Он налил вина, вручил чашку Грязеву. На улице пели слаженно, красиво, раздольно, однако с цыганской печальной яростью. Барон заметил его внимание, улыбнулся, отхлебнул горячего вина.

– Если народ утратил свой образ жизни, это, брат, уже не народ, а фольклорный ансамбль. Потому и поют так!.. Пойди к ним, потанцуй с цыганами и оставайся у нас. Присмотрись к невесте. Понравится, так женим, и ступай своей дорогой. Лучшей жены, чем цыганка, тебе все равно не найти. Красивые дети у вас будут! Волосы не такие белые, как у тебя, да зато лысых не будет. Иди, веселись! Не гляди, что я хмурый. Мне приходится всю таборную тоску на себя брать, чтобы веселились цыгане. Так заведено было. Священники грехи берут на себя и замаливают, а я – тоску…

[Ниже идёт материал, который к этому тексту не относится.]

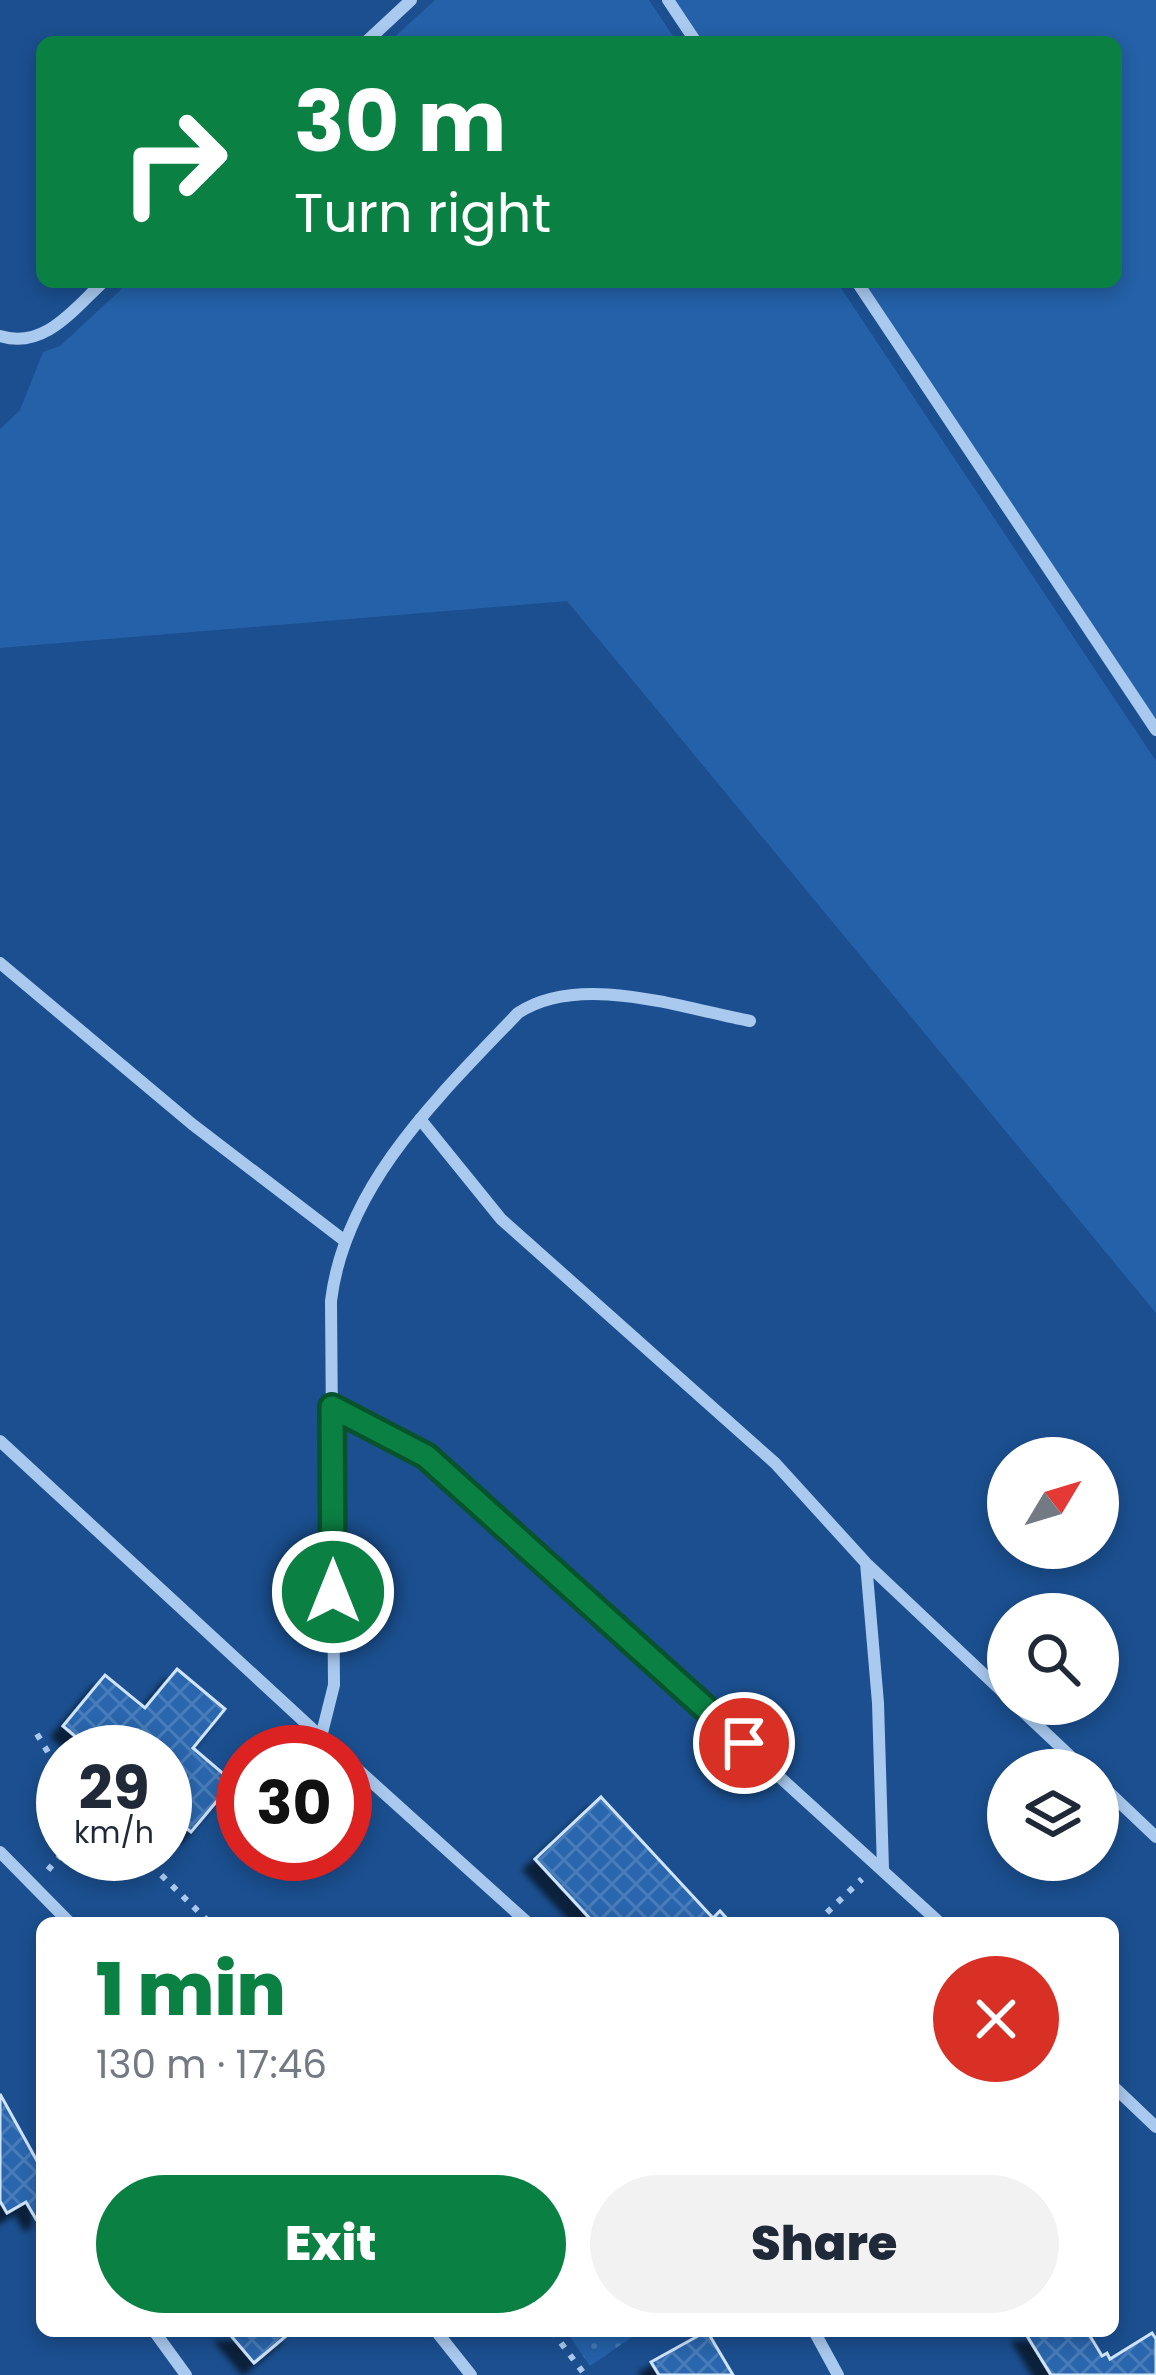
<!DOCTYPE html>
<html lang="en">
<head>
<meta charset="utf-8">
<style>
  :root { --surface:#fff; --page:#f2f2f3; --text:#1f2937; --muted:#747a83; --accent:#0b8043 }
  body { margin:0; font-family:Poppins,sans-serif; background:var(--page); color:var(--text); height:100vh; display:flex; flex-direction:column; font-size:45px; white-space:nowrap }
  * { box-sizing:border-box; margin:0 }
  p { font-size:39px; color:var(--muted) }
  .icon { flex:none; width:66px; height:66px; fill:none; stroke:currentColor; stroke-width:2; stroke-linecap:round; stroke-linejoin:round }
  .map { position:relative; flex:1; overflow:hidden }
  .sheet { position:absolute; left:36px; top:1917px; width:1083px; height:420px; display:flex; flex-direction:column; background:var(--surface); border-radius:18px; box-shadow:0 6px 18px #0003 }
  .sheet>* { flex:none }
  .top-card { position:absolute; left:36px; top:36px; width:1086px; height:252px; border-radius:18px; box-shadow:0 6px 18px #0003; background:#0b8043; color:#fff; overflow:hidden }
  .needle { width:78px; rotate:52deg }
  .controls { position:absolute; left:987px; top:1437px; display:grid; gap:24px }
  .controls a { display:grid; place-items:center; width:132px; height:132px; border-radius:50%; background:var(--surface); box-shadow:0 6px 18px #0003; font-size:60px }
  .speed { position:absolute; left:36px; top:1725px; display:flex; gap:24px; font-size:60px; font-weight:700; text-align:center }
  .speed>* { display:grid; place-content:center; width:156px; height:156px; border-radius:50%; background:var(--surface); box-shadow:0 6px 18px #0003; line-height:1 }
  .speed small { font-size:30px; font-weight:400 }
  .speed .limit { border:18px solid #d22; background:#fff; color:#111 }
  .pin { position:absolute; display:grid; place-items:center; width:102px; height:102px; color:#fff; margin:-51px; border:6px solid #fff; border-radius:50%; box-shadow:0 3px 12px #0007 }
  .me { position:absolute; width:132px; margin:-66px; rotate:0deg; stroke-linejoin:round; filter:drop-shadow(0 0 9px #0008) }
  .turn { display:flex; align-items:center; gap:42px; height:252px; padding:0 60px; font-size:54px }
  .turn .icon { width:156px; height:156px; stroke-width:2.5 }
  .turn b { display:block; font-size:84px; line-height:102px }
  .round { display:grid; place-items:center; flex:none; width:126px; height:126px; border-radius:63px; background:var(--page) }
  .headline { display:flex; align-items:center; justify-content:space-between; height:204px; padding:0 60px }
  h1 { font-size:72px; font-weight:800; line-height:90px; color:var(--accent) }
  .button { display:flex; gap:24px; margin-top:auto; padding:24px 60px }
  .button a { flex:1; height:138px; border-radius:72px; background:var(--accent); color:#fff; font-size:48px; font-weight:800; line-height:138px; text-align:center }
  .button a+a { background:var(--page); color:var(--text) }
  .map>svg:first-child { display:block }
  .green { fill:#2461a8 }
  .garden { fill:url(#garden-dots) }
  .building { fill:url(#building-cross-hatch); stroke:#cfe3fa; stroke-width:3; filter:url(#shadow) }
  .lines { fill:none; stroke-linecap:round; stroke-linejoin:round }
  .path { stroke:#a9c9ee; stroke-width:6; stroke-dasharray:6 9; stroke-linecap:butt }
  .street { stroke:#a9c9ee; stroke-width:12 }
  .route-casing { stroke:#07532c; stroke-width:30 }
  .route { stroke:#0b8043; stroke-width:21 }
</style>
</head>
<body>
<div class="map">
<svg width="1156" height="2375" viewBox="0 0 1156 2375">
  <defs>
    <pattern id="garden-dots" width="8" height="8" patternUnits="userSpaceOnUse" patternTransform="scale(3)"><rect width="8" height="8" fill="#2461a8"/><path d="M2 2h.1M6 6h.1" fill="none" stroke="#4579b5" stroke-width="1.8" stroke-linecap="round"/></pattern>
    <pattern id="building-cross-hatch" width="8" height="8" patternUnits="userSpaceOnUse" patternTransform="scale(3)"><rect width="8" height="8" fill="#2a66ad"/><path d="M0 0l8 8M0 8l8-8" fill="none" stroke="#4a7db9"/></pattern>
    <filter id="shadow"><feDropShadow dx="-11" dy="11" stdDeviation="3" flood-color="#0009"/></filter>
  </defs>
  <rect width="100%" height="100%" fill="#1b4f8f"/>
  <!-- green -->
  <path class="green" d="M 435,0 L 649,0 L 677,42 L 389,42 Z
    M 668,0 L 1156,0 L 1156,730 L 857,282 L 1116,282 L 1116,42 L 696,42 Z
    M 129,282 L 837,282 L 1156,761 L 1156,1313 L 567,601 L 0,648 L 0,429 L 20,410 L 43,352 L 60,346 Z"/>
  <!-- garden -->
  <path class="garden" d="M 566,2331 L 641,2331 L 590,2366 Z"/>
  <!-- building -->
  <path class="building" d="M 177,1669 L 225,1709 L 193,1748 L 233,1782 L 191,1832 L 165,1811 L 165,1752 L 94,1752 L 63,1726 L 105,1675 L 145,1708 Z
    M 601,1797 L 713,1918 L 720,1911 L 731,1923 L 594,1923 L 535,1859 Z
    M 0,2094 L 42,2170 L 42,2215 L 36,2219 L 26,2202 L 7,2213 L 0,2201 Z
    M 227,2331 L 292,2331 L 254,2363 Z
    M 707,2331 L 733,2375 L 659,2375 L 651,2362 Z
    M 1024,2331 L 1087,2331 L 1102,2356 L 1107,2353 L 1110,2359 L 1152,2333 L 1156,2339 L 1156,2375 L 1051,2375 Z"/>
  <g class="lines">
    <!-- path -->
    <path class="path" d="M 37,1734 L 63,1777
      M 140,1854 L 210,1923
      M 48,1870 L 63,1853
      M 816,1923 L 862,1879
      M 552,2331 L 585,2375"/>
    <!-- street -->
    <path class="street" d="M 668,0 L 696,42
      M 366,42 L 411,0
      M 857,282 L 1156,730
      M 0,336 C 44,350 74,309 103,282
      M 0,963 L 192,1124 L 345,1241
      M 420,1119 L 501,1219 L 775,1463 L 866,1563 L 1008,1697
      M 332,1407 L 426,1455 L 940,1923
      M 0,1441 L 321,1737
      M 866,1563 L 878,1703 L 883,1869
      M 1015,1704 L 1085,1770
      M 338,1752 L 321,1737 L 334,1685 L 331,1301 C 345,1184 441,1094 518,1013 C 580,972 681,1008 750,1021
      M 345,1758 L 528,1923
      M 1098,1782 L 1156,1837
      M 0,1852 L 70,1923
      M 1113,2086 L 1156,2127
      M 154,2331 L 186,2375
      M 436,2331 L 471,2375
      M 814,2331 L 838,2375"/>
  </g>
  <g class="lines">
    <!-- route casing -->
    <g class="route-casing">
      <path id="route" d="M 333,1592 L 332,1407 L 426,1456 L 744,1743"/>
    </g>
    <!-- route -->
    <use href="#route" class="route"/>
  </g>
</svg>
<div class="controls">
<a><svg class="needle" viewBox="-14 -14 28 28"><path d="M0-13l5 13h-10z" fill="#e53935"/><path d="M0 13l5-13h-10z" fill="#747a83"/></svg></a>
<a><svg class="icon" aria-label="search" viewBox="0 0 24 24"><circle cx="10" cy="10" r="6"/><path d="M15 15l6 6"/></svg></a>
<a><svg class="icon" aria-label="layers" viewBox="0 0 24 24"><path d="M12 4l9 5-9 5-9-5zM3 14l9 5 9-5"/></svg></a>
</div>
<div class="speed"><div>29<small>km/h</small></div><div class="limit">30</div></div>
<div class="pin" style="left:744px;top:1743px;background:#d93025"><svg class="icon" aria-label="arrive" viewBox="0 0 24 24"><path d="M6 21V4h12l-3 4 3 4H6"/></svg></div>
<svg class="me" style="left:333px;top:1592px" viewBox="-20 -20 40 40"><circle r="17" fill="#0b8043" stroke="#fff" stroke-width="3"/><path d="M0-11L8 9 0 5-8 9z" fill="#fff"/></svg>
<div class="top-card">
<div class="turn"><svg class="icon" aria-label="right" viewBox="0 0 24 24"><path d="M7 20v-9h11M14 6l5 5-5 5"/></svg><div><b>30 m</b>Turn right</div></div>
</div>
<section class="sheet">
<div class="headline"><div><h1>1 min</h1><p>130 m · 17:46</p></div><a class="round" style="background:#d93025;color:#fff"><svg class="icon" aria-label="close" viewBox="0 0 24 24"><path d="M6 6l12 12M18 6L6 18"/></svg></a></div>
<div class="button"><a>Exit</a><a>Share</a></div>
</section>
</div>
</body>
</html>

В эту ночь он не мог уснуть, хотя положили его в утепленную кибитку в меховой спальный мешок: гудели этой ночью перетруженные ноги, звенели мотивы цыганских песен в голове, но не те, что он слушал до трех часов утра возле костра, а как бы иные, избавленные от «фольклорности» – некая тихая, безмерная печаль. Решение остаться у цыган в таборе пришло внезапно и сразу стало твердым, определенным, так что мгновенно развеялись малейшие намеки на сон. Грязев выбрался из кибитки, подавляя возбуждение, постоял с поднятыми к небу руками, посмотрел на гаснущие звезды. Хотелось немедленно сообщить об этом барону, однако было еще рано, пятый час… Он тихо побрел к коням, стоящим неподалеку от табора: там всю ночь дежурил сторож – единственная бодрствующая душа, и охранял он не только лошадей, но и всех спящих соплеменников.

Лошади стояли настороженные, пофыркивали, прядали ушами, вслушиваясь в предрассветную тьму.

– Будто волчью стаю почуяли, – шепотом сказал сторож, пожилой невысокий цыган. – Возле города волков нет, значит, люди идут, много людей. А какие люди ночью к цыганскому табору ходят? Только милиция…

Логика сторожа была железной.

– Это меня ищут! – уверенно сказал Саня Грязев.

Оказалось, в эту ночь не спал и барон, топил печку, смотрел в огонь и, кутаясь в полушубок, тихо покашливал.

– Что, рома, не спится тебе? – спросил он ласково.

– Решил я пойти с вами, отец, – несколько торопливо признался Грязев.

– Я ведь тебя не тороплю, – заметил барон. – И из табора не гоню…

– Ты-то не гонишь, но к табору какие-то люди идут. Скорее всего облава, за мной…

Барон даже не шевельнулся, бровей не поднял. Спросил, глядя в огонь:

– Признайся мне, что за слава летит за тобой? За что тебя ловят?

– Откровенно сказать, ни за что. Возможно, документы хотят проверить, узнать, кто такой, почему пляшу на вокзалах. – Грязев усмехнулся. – А я не хочу, чтобы спрашивали меня, проверяли! Без всякой причины, не хочу, и все! Я вольный человек!.. Так что я привел за собой милицию, я и уведу!

– Мы тебя спрячем. – Барон встал и положил руки на плечи Грязева. – Никакая милиция не найдет.

– Извини, отец, не хочу я прятаться! Лучше поиграю с ними, подразню. Мне это в удовольствие! А табор я в Красноярске найду.

Барон скинул с плеч полушубок и вдруг рывком сорвал с себя рубаху:

– На тебе, носи! Ты цыган! Не по крови, так по духу, иди с Богом! Жду тебя в Красноярске! Иди, рома! – И вдруг распрямился, выгнул грудь, ударил себя по голенищам сапог: – Иди! Иди, рома! Мне весело стало!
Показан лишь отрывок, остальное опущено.